Long-term investors can generally be classified into one of three groups.
- Value investors try to find stocks that are trading below their intrinsic value by applying fundamental analysis.
- Growth investors try to find stocks with the best potential for long-term growth relative to their current valuations.
- Investors who take a blended approach are doing a little bit of each.
Warren Buffett, CEO of Berkshire Hathaway, is perhaps the most well-known value investor of all time. From Buffett taking control of Berkshire in 1964 until the end of 2019, the S&P 500 generated a total return of 19,784%. Berkshire’s total return over the same period was a staggering 2,744,062%. It is not a typo.
Although not as well-known as Buffett, Benjamin Graham is often considered the father of modern value investing. His books, The smart investor and Securities analysis, are must read for serious value investors, and Graham was actually Buffett’s mentor.
Don’t underestimate the power of value stocks
While they might not be as exciting as their growth stock counterparts, it’s important to realize that value stocks can have as much long-term potential as growth stocks, if not more. After all, a $ 1,000 investment in Berkshire Hathaway in 1964 would be worth over $ 27 million today. Finding companies that are trading below what they are really worth is a proven style of investing that can pay extremely well.
What are value stocks vs. growth stocks?
Value investing and growth investing are two different styles of investing.
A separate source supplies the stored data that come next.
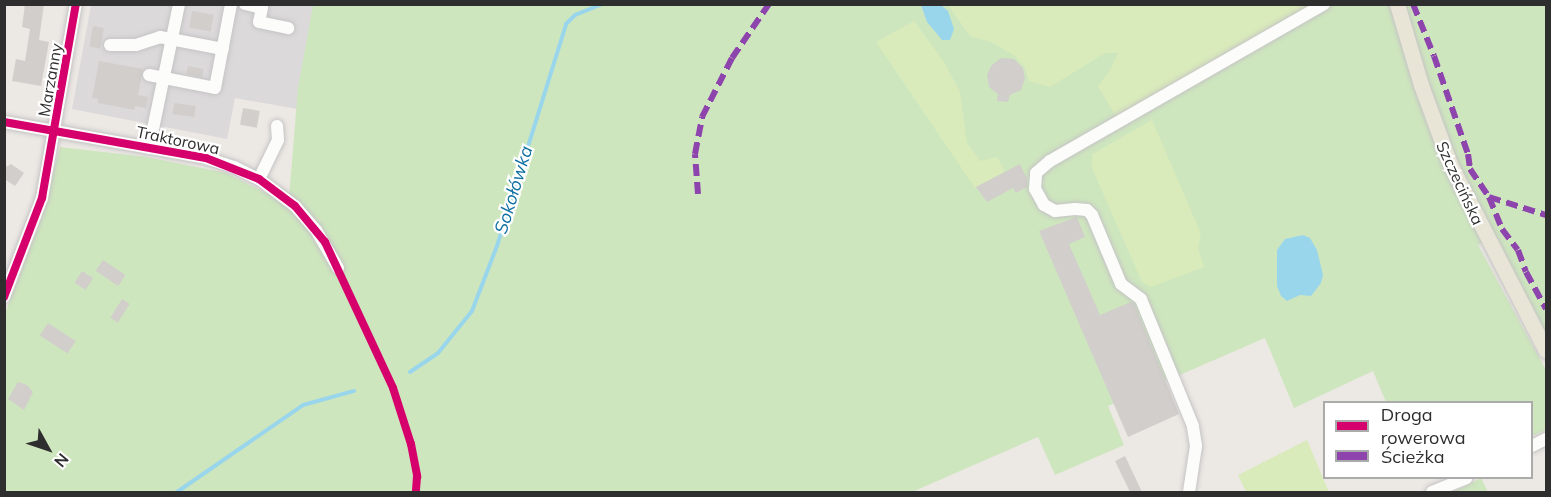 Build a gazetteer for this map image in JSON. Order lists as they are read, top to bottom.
{
  "streets": {
    "main road": ["Szczecińska"],
    "street": ["Marzanny", "Traktorowa"]
  },
  "crossings": [
    ["Marzanny", "Traktorowa"]
  ],
  "water": ["Sokołówka"],
  "legend": ["Droga rowerowa", "Ścieżka"],
  "north": "bottom right"
} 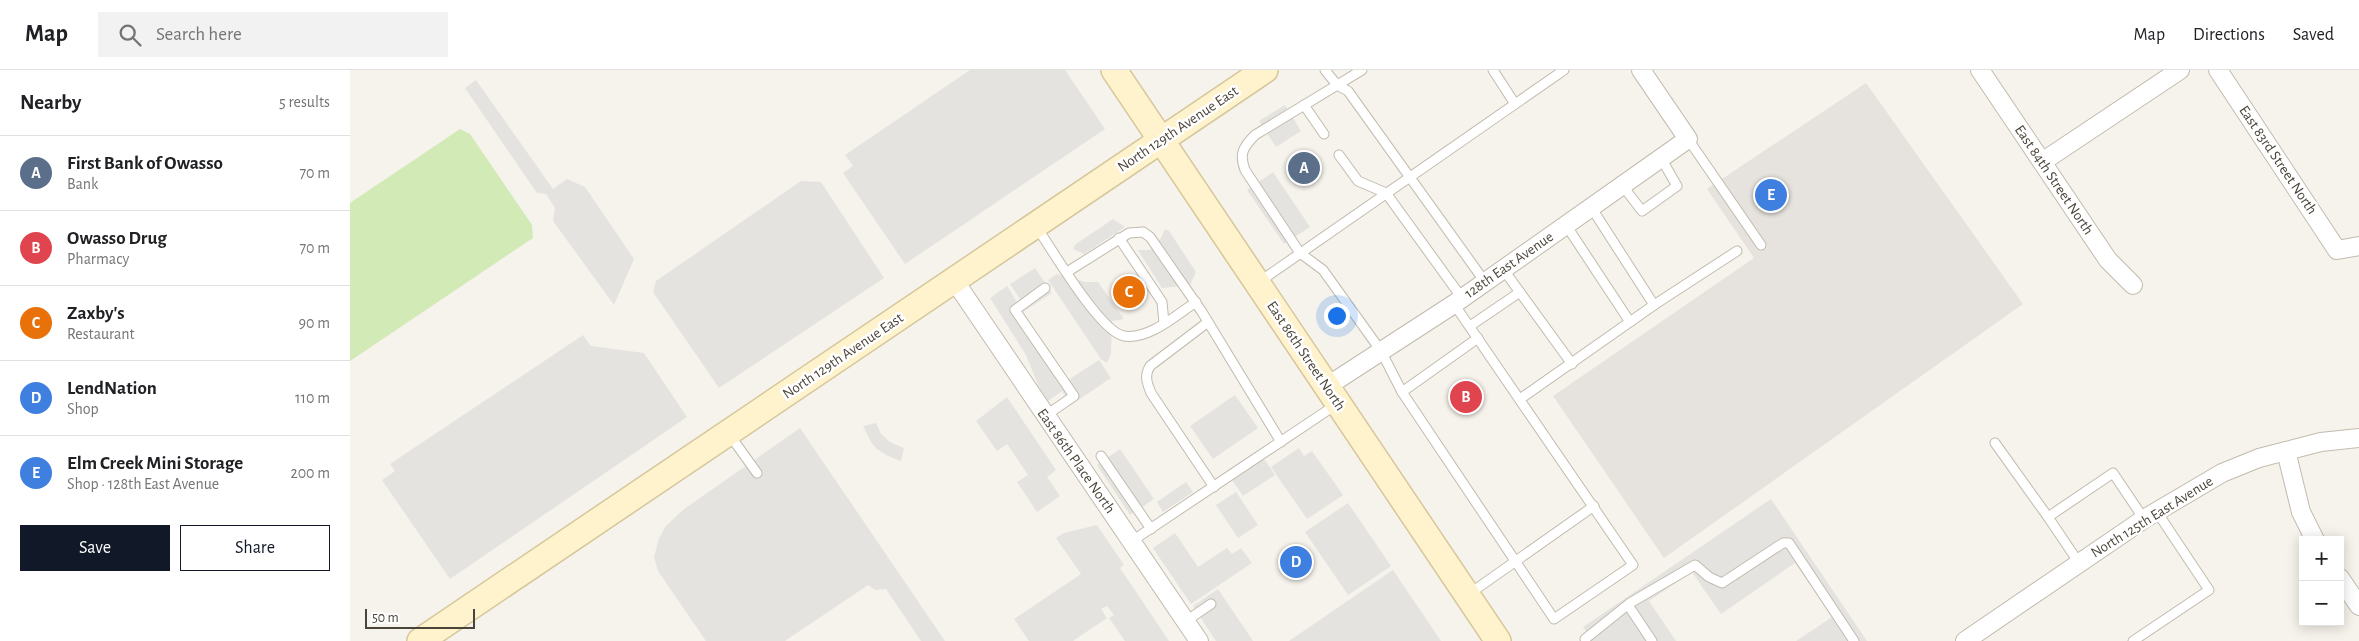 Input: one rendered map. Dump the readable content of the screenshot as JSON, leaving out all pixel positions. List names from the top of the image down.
{
  "streets": {
    "main road": ["North 129th Avenue East", "East 86th Street North"],
    "street": [
      "East 83rd Street North",
      "East 84th Street North",
      "128th East Avenue",
      "East 86th Place North",
      "North 125th East Avenue"
    ]
  },
  "crossings": [
    ["North 129th Avenue East", "East 86th Street North"],
    ["North 129th Avenue East", "East 86th Place North"],
    ["128th East Avenue", "East 86th Street North"]
  ],
  "scale_bar": "50 m",
  "page": {
    "header": "Map",
    "search": "Search here",
    "nav": ["Map", "Directions", "Saved"],
    "heading": ["Nearby", "5 results"],
    "list": [
      {
        "mark": "A",
        "name": "First Bank of Owasso",
        "note": "Bank",
        "value": "70 m"
      },
      {
        "mark": "B",
        "name": "Owasso Drug",
        "note": "Pharmacy",
        "value": "70 m"
      },
      {
        "mark": "C",
        "name": "Zaxby's",
        "note": "Restaurant",
        "value": "90 m"
      },
      {
        "mark": "D",
        "name": "LendNation",
        "note": "Shop",
        "value": "110 m"
      },
      {
        "mark": "E",
        "name": "Elm Creek Mini Storage",
        "note": "Shop · 128th East Avenue",
        "value": "200 m"
      }
    ],
    "pins": [
      "A",
      "E",
      "C",
      "B",
      "D"
    ],
    "buttons": ["Save", "Share"],
    "map_buttons": ["+", "−"],
    "scale": "50 m"
  }
}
Usually, value stocks offer an opportunity to buy stocks below their real value, and growth stocks have the potential for above-average income and earnings growth. Wall Street likes to carefully categorize stocks into growth or value stocks. The truth is a little more complicated because some stocks have elements of both value and growth. However, there are some important differences between growth stocks and value stocks, and many investors prefer one style of investing over another.
What are Value Equity ETFs?
An exchange-traded fund (ETF) that invests in value stocks uses specific criteria to find companies whose intrinsic values significantly exceed the market values implied by their stock price. By investing in a wide range of undervalued companies, Value Equity ETFs provide instant portfolio diversification. Buying stocks in a value equity ETF can be a safe and easy way to invest in companies in cyclical sectors.
How do you start investing in value?
Investing in value requires a lot of research. You will need to do your homework by reviewing many disgraced stocks to measure a company’s intrinsic value and comparing it to its current price. Often times, you will have to examine dozens of companies before you find a single one that is of real value.